ABSTAT is a framework that provides a better understanding of big and complex linked data sets.
A user who wants to know which data set better fits his needs should be able to answer to questions such as: what types of resources are described in each data set? What properties are used to describe the resources? What types of resources are linked and by means of what properties? How many resources have a certain type and how frequent is the use of a given property?
Considering the size and the number of available linked data sets and that they make use of ontologies (they too might be large) to describe the semantics of their data, answering the above questions by only looking at ontologies or by using explorative queries could be too hard.
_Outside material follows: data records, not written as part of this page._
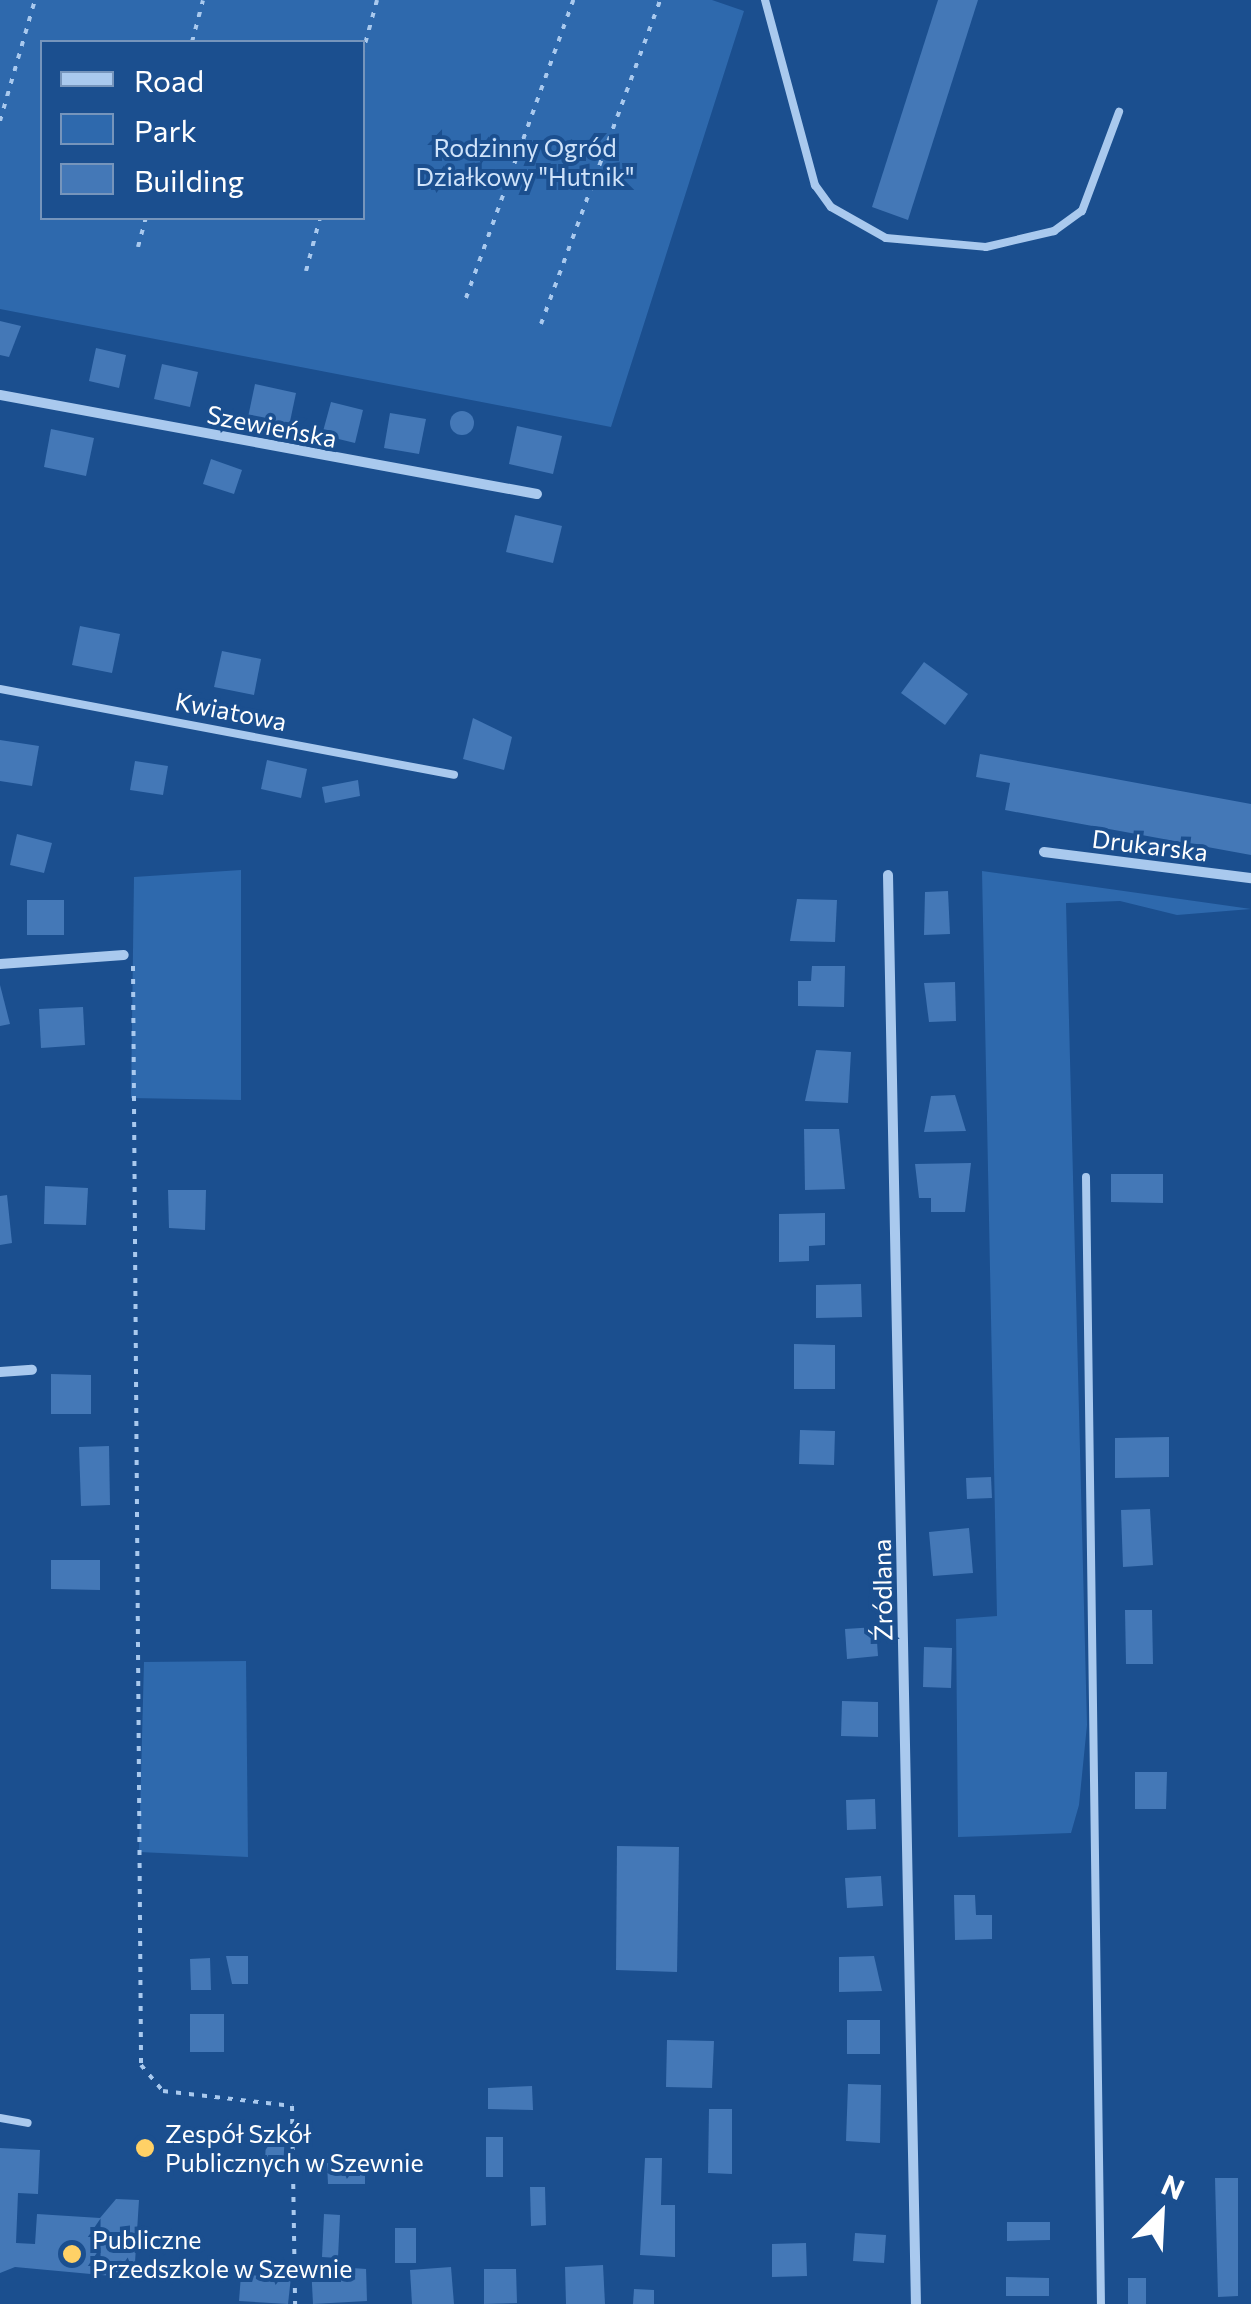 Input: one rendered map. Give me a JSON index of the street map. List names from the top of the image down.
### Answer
{
  "streets": {
    "street": ["Szewieńska", "Drukarska", "Źródlana"],
    "lane": ["Kwiatowa"]
  },
  "parks": ["Rodzinny Ogród Działkowy \"Hutnik\""],
  "places": ["Zespół Szkół Publicznych w Szewnie", "Publiczne Przedszkole w Szewnie"],
  "legend": ["Road", "Park", "Building"],
  "north": "top right"
} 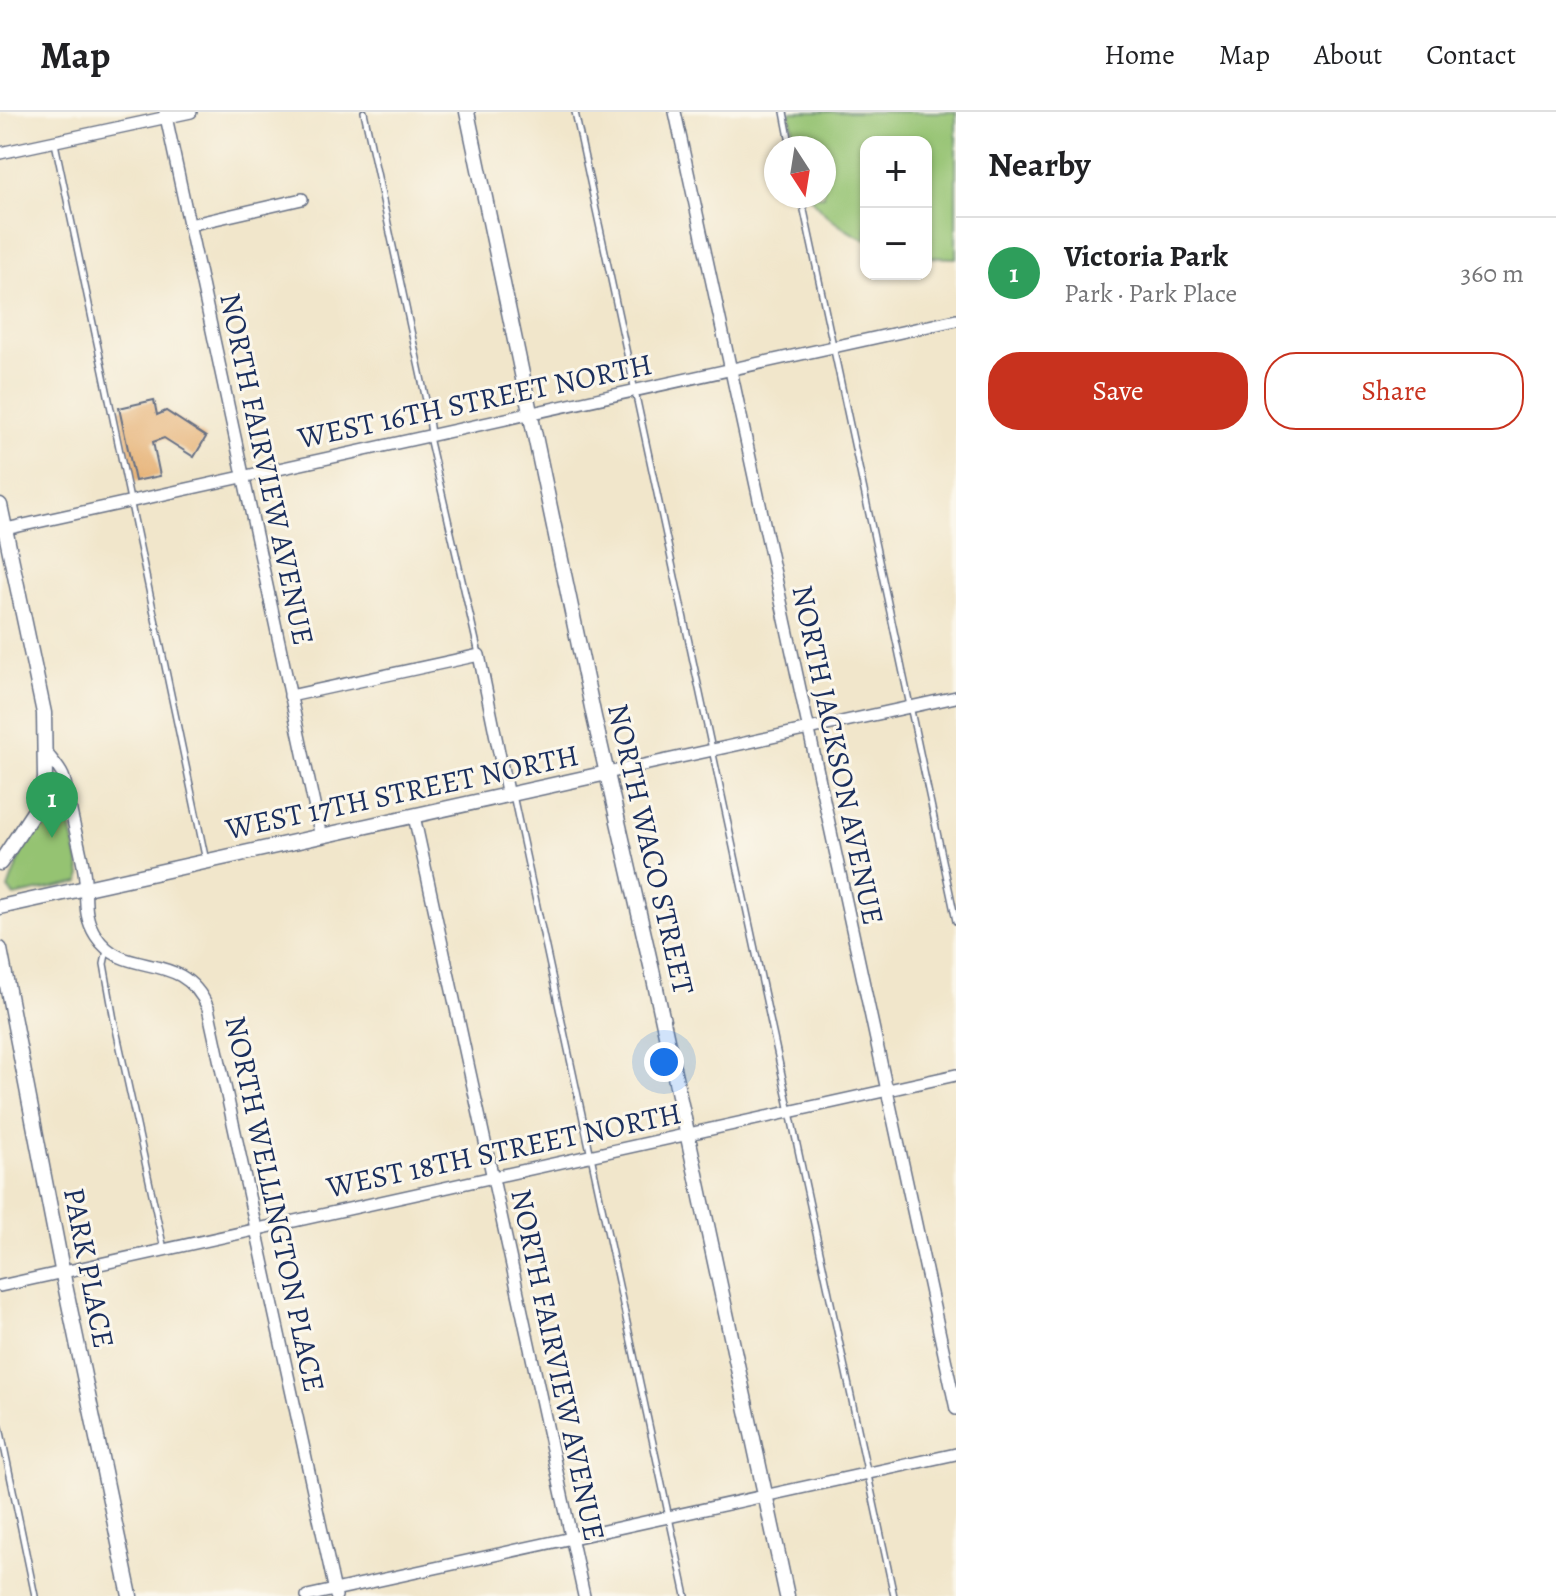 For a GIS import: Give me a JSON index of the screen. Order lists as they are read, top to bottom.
{
  "streets": {
    "street": [
      "WEST 16TH STREET NORTH",
      "NORTH FAIRVIEW AVENUE",
      "NORTH JACKSON AVENUE",
      "WEST 17TH STREET NORTH",
      "NORTH WACO STREET",
      "WEST 18TH STREET NORTH",
      "NORTH WELLINGTON PLACE",
      "PARK PLACE"
    ]
  },
  "crossings": [
    ["WEST 16TH STREET NORTH", "NORTH FAIRVIEW AVENUE"],
    ["WEST 16TH STREET NORTH", "NORTH JACKSON AVENUE"],
    ["WEST 16TH STREET NORTH", "NORTH WACO STREET"],
    ["NORTH FAIRVIEW AVENUE", "WEST 17TH STREET NORTH"],
    ["NORTH FAIRVIEW AVENUE", "WEST 18TH STREET NORTH"],
    ["NORTH JACKSON AVENUE", "WEST 17TH STREET NORTH"],
    ["NORTH JACKSON AVENUE", "WEST 18TH STREET NORTH"],
    ["WEST 17TH STREET NORTH", "NORTH WACO STREET"],
    ["NORTH WACO STREET", "WEST 18TH STREET NORTH"],
    ["WEST 18TH STREET NORTH", "NORTH WELLINGTON PLACE"],
    ["WEST 18TH STREET NORTH", "PARK PLACE"]
  ],
  "north": "bottom",
  "page": {
    "header": "Map",
    "nav": [
      "Home",
      "Map",
      "About",
      "Contact"
    ],
    "heading": "Nearby",
    "map_buttons": ["+", "−"],
    "list": [
      {
        "mark": "1",
        "name": "Victoria Park",
        "note": "Park · Park Place",
        "value": "360 m"
      }
    ],
    "buttons": ["Save", "Share"],
    "pins": "1"
  }
} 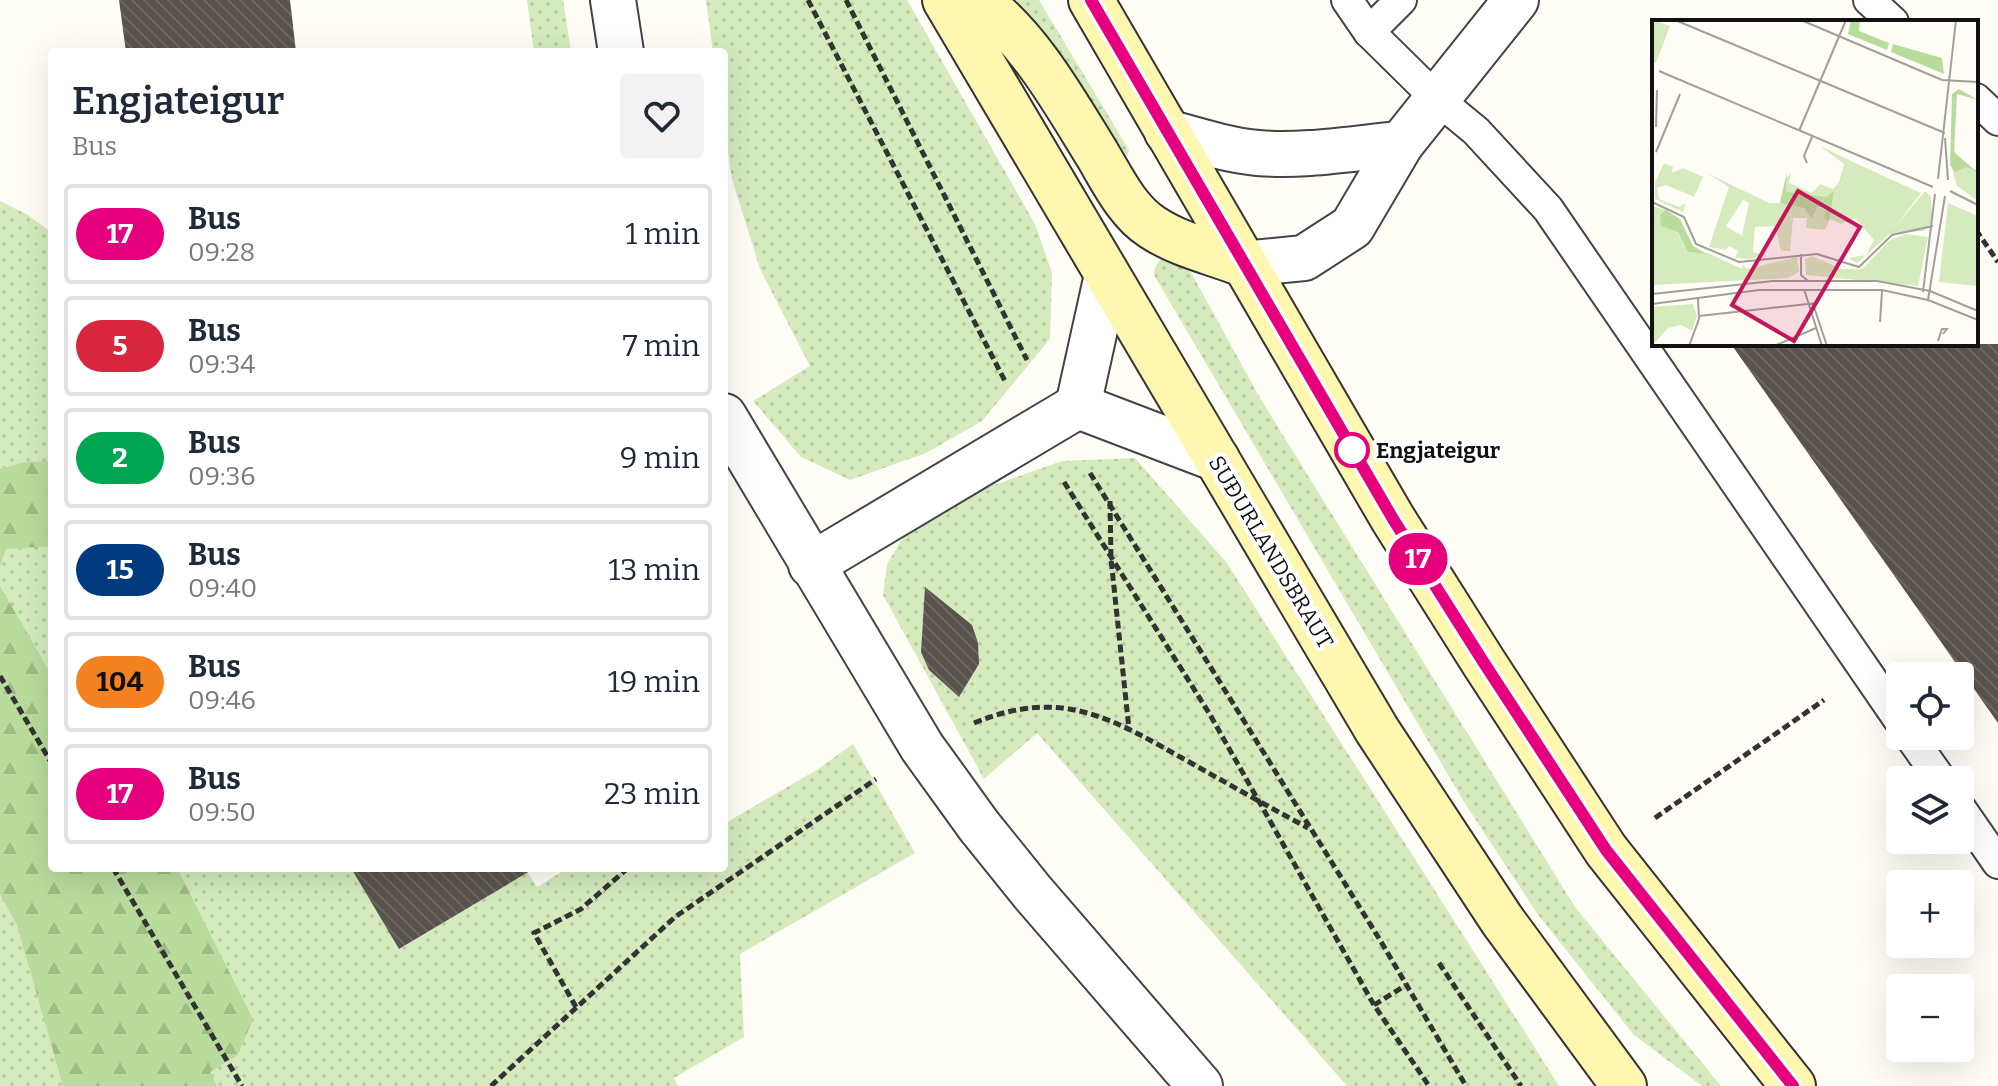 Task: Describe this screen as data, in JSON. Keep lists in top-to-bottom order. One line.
{"streets":{"main road":["SUÐURLANDSBRAUT"]},"places":["Engjateigur"],"lines":["bus line 17"],"page":{"on_map":"17","heading":["Engjateigur","Bus"],"list":[{"mark":"17","name":"Bus","note":"09:28","value":"1 min"},{"mark":"5","name":"Bus","note":"09:34","value":"7 min"},{"mark":"2","name":"Bus","note":"09:36","value":"9 min"},{"mark":"15","name":"Bus","note":"09:40","value":"13 min"},{"mark":"104","name":"Bus","note":"09:46","value":"19 min"},{"mark":"17","name":"Bus","note":"09:50","value":"23 min"}],"map_buttons":["+","−"]}}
Therefore it's more efficient to explore a data set using ABSTAT.
The ABSTAT produces a summary of linked data sets that is correct and complete with respect to the assertions of the data set and whose size scales well with respect to ontologies and data set size.
The key feature of a summary is the use of minimal type patterns to represent an abstraction of the data set. A minimal type pattern is a triple (C, P, D) that represents the occurrence of assertions
<a,P,b> in the RDF data, such that C is a minimal type of the subject a and D is a minimal type of the object b according to a terminology graph, which is introduced to represent the data ontology. By considering patterns that are based on minimal types we are able to exclude several redundant patterns from the summary. As a consequence, summaries based on our model are rich enough to represent adequately the whole data set, and small enough to avoid redundant information.
Finally, a summary also includes statistics about the occurrence of minimal type patterns and types in the data.